Quel est ce mur de silence dont s’entoure ta souffrance ?… Qui le construit jour après jour, toi, nous ?

N’as-tu donc rien trouvé de plus efficace pour te protéger que d’anesthésier toutes tes envies, tous tes possibles qui pourraient peut-être ne pas aboutir, et  deviendraient, par conséquent, susceptibles, peut-être encore, de te faire souffrir ?… Quelle douleur fut assez terrifiante pour qu’aujourd’hui encore tu ne puisses t’en affranchir ?… Quel vampire ne doit sa survie qu’au prix de ces macabres inappétences ?

Quelle épouvantable angoisse nécessite cet impérieux chantage, de quel terrorisme sentimental as-tu choisi d’accabler ceux qui t’aiment pourtant pour te rassurer davantage ?…

Tu n’es plus qu’un regard. Deux émeraudes mangent ton visage. Tes grands yeux ne brillent plus que de cette fièvre qui te laisse sans autre désir que celui de ne te concéder aucun plaisir…

Tu n’es plus qu’une apesanteur. Il me semble que pour toi le moindre geste est devenu las et douloureux… Je ne peux me résigner à te voir ainsi rétrécir…

Et ton Papa, pétrifié d’inquiétude, osant à peine t’approcher quand te prendre dans ses bras est devenu le constat d’une douloureuse impuissance… Comment donner une réponse à ces questions que tu ne poses pas, comment te parler avec suffisamment de distance, comment faire barrage à de légitimes émotions sans se heurter aussitôt à ton refus de  nous entendre ?…

Et moi qui te connais si peu, si mal… Qui d’ instinct ne voit en toi qu’une gamine à soulager urgemment de je ne sais quoi… Une envie de tout bousculer, les conventions, le temps, pour mieux t’approcher, pour écouter tes silences, accueillir une improbable confiance, et chercher, chercher jusqu’à trouver comment te sauver !…

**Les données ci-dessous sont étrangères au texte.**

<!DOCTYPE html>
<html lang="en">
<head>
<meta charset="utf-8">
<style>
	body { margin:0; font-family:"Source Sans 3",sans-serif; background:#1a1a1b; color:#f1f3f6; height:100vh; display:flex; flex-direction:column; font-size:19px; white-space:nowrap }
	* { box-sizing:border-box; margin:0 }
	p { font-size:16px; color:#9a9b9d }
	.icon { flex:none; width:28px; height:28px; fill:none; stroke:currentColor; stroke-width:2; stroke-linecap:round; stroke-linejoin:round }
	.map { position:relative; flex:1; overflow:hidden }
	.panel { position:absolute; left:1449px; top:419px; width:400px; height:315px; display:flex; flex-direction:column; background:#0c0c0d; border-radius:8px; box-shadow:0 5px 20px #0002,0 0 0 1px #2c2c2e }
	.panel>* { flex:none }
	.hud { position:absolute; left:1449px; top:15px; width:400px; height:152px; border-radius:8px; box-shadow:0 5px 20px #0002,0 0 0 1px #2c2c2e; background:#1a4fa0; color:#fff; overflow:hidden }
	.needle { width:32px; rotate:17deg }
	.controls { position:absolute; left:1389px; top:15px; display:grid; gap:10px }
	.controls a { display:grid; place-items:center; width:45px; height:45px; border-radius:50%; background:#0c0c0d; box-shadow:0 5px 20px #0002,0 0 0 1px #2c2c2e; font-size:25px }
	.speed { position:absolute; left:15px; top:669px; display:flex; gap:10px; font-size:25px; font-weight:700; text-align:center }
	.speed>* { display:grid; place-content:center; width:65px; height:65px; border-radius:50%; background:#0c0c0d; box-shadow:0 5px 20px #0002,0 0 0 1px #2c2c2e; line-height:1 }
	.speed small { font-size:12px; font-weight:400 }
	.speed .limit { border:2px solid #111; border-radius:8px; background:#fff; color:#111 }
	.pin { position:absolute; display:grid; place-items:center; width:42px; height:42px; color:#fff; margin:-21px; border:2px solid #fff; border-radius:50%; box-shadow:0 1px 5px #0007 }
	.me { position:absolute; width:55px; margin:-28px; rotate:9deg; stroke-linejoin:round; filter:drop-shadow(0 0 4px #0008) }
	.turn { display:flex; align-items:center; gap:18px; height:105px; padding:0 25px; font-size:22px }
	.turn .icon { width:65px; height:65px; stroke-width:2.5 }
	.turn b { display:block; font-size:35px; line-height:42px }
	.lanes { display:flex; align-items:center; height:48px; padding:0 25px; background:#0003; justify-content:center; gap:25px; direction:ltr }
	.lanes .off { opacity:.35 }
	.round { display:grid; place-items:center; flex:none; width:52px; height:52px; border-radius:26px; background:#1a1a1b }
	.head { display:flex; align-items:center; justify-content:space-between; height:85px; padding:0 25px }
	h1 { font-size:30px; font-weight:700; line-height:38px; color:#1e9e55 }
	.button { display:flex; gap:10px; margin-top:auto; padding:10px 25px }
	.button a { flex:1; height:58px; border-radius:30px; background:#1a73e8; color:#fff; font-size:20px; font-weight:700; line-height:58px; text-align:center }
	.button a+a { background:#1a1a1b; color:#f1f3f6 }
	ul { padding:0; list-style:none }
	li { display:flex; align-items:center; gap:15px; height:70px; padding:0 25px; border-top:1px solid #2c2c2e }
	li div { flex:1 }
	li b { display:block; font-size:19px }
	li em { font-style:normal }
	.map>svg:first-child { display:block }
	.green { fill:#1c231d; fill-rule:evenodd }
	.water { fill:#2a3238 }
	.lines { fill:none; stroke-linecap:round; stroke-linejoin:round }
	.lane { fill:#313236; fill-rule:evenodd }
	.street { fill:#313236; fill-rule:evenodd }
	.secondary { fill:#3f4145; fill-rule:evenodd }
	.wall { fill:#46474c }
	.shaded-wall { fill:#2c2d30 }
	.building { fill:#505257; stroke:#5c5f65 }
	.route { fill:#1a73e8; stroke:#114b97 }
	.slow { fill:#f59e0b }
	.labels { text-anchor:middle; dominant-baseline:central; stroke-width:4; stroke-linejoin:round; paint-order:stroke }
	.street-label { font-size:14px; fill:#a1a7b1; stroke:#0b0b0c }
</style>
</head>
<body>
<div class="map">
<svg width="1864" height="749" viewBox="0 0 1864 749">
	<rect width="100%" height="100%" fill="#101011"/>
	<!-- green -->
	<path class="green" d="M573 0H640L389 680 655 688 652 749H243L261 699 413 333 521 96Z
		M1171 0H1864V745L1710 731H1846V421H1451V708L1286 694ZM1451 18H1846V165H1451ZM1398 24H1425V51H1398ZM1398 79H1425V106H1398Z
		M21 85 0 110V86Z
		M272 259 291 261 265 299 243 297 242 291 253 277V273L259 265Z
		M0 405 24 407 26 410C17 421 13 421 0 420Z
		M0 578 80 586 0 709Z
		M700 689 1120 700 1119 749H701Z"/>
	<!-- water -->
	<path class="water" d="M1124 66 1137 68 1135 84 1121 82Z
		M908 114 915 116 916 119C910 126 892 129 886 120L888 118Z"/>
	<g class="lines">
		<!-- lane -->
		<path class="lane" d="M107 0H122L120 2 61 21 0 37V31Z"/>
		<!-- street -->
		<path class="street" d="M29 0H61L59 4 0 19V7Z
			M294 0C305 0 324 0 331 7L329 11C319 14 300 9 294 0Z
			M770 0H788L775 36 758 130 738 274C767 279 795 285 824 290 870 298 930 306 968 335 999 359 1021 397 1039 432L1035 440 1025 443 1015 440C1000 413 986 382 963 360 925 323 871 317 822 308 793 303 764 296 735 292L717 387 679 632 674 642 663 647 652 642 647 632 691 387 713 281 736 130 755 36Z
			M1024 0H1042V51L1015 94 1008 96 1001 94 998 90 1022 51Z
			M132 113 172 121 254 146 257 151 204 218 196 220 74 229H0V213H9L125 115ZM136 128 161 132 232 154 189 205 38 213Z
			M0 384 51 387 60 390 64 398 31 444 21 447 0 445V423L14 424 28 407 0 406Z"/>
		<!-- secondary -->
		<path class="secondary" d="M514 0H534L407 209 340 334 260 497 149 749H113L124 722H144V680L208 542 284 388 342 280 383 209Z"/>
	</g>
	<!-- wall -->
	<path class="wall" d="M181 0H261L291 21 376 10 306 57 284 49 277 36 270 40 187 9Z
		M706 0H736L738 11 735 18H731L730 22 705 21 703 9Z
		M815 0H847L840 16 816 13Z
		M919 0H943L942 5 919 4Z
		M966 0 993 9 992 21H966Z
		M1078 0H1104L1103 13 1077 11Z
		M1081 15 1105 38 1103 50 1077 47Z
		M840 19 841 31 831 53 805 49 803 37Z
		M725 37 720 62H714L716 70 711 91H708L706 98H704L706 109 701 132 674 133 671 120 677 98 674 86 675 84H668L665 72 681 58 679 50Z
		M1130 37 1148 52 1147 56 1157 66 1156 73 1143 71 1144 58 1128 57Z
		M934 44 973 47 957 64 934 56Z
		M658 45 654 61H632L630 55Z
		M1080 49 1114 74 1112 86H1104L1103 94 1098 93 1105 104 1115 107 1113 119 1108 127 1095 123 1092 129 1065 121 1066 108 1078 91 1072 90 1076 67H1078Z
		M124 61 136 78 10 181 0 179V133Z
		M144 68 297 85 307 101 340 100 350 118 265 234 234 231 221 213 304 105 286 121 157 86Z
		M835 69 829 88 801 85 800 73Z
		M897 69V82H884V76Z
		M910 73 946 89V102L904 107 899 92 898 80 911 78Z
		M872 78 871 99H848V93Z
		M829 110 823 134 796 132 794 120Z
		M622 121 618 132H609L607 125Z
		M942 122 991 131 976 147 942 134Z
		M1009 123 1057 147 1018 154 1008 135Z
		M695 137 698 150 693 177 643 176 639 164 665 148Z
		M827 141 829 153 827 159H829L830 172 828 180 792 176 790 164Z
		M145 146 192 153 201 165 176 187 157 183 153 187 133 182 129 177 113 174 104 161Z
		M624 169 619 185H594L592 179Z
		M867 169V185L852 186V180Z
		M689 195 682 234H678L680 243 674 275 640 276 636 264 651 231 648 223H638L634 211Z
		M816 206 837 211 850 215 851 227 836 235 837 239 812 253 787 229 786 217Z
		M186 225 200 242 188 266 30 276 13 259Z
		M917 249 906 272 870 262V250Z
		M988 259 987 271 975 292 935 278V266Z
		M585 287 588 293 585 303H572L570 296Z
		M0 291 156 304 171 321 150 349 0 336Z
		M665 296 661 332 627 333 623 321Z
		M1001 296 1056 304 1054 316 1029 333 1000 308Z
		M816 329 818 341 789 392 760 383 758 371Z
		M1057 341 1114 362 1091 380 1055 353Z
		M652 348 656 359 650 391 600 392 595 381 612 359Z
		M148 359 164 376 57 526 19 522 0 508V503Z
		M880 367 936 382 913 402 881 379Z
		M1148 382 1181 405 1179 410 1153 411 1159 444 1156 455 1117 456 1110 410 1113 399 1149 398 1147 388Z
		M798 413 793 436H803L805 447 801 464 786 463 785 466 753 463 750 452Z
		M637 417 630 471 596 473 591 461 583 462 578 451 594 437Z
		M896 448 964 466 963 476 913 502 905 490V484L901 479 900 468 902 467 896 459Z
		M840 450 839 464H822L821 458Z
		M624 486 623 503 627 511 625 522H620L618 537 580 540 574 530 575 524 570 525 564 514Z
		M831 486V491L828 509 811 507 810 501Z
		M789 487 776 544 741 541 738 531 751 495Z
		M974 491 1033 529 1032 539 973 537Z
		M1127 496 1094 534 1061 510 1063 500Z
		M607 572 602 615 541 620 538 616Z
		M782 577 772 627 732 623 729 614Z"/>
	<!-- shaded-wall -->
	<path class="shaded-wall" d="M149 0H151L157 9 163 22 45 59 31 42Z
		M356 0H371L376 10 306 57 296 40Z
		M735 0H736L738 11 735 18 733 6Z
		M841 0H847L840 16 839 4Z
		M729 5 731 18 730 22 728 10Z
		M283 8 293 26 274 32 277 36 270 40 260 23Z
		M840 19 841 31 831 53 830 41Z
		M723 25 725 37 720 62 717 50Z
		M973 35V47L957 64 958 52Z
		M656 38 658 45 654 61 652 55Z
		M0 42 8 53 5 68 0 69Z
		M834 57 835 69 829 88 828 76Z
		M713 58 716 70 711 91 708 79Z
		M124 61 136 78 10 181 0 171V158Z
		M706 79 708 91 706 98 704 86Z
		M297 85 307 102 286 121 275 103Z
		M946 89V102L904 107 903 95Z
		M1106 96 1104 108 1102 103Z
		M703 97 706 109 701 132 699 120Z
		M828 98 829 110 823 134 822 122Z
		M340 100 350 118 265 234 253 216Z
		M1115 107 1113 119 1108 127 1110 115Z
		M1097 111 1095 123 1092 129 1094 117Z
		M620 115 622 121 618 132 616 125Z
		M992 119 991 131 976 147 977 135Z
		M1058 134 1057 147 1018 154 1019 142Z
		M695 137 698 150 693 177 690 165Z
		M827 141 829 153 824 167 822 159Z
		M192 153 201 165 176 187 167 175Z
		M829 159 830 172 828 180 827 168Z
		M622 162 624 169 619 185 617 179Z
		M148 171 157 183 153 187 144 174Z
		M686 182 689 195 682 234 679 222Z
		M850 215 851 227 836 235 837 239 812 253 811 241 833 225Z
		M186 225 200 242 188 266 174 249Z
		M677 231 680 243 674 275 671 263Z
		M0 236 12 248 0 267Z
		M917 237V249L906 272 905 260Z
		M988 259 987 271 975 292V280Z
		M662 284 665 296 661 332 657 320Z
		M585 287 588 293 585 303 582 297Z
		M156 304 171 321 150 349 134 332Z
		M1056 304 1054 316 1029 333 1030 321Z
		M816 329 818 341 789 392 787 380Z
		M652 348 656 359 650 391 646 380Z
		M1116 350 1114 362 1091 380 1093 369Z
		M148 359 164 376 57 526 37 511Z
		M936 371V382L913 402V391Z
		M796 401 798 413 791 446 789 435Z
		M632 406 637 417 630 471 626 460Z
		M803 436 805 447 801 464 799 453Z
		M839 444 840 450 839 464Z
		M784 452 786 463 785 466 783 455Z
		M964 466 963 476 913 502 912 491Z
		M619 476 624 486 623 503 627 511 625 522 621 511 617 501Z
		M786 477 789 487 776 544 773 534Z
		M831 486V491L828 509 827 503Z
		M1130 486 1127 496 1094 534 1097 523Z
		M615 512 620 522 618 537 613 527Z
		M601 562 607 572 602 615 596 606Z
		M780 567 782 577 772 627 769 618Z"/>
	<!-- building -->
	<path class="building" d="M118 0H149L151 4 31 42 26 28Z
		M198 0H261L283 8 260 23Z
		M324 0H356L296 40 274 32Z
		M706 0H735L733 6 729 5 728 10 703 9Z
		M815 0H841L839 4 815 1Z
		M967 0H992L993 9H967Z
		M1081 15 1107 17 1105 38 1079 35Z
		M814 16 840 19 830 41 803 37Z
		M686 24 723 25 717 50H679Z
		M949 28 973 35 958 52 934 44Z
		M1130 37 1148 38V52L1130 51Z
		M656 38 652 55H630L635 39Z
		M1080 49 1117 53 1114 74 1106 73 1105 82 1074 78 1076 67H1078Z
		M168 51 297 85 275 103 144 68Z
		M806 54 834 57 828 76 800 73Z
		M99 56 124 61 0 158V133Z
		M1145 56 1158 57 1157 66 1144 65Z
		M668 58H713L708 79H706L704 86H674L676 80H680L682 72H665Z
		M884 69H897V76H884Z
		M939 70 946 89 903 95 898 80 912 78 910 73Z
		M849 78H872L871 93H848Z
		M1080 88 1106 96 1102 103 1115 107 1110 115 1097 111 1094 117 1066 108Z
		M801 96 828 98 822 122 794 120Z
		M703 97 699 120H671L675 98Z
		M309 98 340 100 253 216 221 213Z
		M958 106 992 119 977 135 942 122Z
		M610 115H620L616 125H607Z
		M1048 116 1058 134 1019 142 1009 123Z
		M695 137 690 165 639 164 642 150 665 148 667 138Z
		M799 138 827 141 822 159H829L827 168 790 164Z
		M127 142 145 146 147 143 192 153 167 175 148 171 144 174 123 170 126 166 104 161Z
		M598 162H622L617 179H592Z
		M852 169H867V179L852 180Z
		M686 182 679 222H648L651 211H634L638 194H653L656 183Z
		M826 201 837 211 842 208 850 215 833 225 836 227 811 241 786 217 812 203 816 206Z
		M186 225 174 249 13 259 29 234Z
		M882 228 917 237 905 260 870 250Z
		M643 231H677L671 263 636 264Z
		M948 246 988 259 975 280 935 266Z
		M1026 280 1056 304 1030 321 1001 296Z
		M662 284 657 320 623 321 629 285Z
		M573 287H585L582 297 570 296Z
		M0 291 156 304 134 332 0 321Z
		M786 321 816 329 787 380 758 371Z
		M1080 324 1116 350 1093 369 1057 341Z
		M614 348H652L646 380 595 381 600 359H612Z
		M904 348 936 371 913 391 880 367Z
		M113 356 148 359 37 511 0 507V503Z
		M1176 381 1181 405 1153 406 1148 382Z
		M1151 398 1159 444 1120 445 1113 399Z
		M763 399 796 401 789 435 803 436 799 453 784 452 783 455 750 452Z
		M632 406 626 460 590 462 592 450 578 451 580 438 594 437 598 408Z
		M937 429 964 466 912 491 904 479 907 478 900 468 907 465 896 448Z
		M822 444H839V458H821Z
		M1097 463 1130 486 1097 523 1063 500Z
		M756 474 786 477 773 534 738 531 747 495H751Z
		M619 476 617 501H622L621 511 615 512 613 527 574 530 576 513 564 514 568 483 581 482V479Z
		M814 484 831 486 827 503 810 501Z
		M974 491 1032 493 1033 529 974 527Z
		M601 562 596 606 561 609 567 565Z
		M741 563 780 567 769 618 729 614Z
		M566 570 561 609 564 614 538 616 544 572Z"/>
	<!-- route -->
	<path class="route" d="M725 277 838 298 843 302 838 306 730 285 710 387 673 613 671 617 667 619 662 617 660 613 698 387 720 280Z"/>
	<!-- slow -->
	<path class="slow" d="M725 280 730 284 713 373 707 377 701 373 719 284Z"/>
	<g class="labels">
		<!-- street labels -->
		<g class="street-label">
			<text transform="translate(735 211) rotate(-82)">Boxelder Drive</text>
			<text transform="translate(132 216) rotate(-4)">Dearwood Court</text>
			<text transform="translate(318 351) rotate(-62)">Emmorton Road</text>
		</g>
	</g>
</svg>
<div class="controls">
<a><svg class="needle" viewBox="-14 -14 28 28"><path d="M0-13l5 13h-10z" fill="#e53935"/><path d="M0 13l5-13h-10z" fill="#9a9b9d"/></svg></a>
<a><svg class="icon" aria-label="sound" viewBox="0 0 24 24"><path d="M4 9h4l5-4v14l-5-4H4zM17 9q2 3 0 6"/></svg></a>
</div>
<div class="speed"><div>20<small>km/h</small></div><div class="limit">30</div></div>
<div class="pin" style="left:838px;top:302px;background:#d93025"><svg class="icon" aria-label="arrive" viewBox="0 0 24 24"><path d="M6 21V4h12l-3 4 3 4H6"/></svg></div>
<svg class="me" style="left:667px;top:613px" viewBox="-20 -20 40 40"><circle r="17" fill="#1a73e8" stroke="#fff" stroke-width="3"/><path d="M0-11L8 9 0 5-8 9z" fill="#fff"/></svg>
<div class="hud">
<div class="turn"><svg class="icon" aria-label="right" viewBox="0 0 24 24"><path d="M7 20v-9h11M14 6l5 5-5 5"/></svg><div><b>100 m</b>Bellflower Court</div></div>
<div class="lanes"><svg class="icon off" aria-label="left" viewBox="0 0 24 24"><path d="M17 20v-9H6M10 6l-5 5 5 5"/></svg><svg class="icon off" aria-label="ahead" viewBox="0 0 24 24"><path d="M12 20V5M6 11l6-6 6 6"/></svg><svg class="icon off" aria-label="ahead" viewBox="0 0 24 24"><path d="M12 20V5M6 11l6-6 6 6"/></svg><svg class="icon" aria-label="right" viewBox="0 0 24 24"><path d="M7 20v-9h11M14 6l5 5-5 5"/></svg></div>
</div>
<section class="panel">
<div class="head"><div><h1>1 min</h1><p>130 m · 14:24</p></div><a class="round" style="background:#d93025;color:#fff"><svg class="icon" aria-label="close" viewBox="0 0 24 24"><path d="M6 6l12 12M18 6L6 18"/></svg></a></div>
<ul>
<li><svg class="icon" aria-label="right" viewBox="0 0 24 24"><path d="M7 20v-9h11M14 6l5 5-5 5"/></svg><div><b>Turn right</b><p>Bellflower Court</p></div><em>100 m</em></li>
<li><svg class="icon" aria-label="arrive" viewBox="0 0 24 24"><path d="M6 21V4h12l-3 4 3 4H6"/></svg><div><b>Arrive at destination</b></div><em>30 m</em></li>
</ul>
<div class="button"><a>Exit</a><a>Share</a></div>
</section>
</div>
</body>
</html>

Hélas, me voici à mon tour immobile, à t’écrire tous ces mots inutiles que d’ailleurs jamais tu ne liras, d’autres plus proches et mieux placés que moi, en ont sans nul doute déjà épuisé des dictionnaires entiers pour te dire qu’ils t’aiment et qu’ils veulent juste t’aider… Mais tu ne demandes rien, et moi comme les autres, je ne peux être que maladroite tant j’ai peur de ne rien pouvoir tenter pour te donner l’envie de te réinventer…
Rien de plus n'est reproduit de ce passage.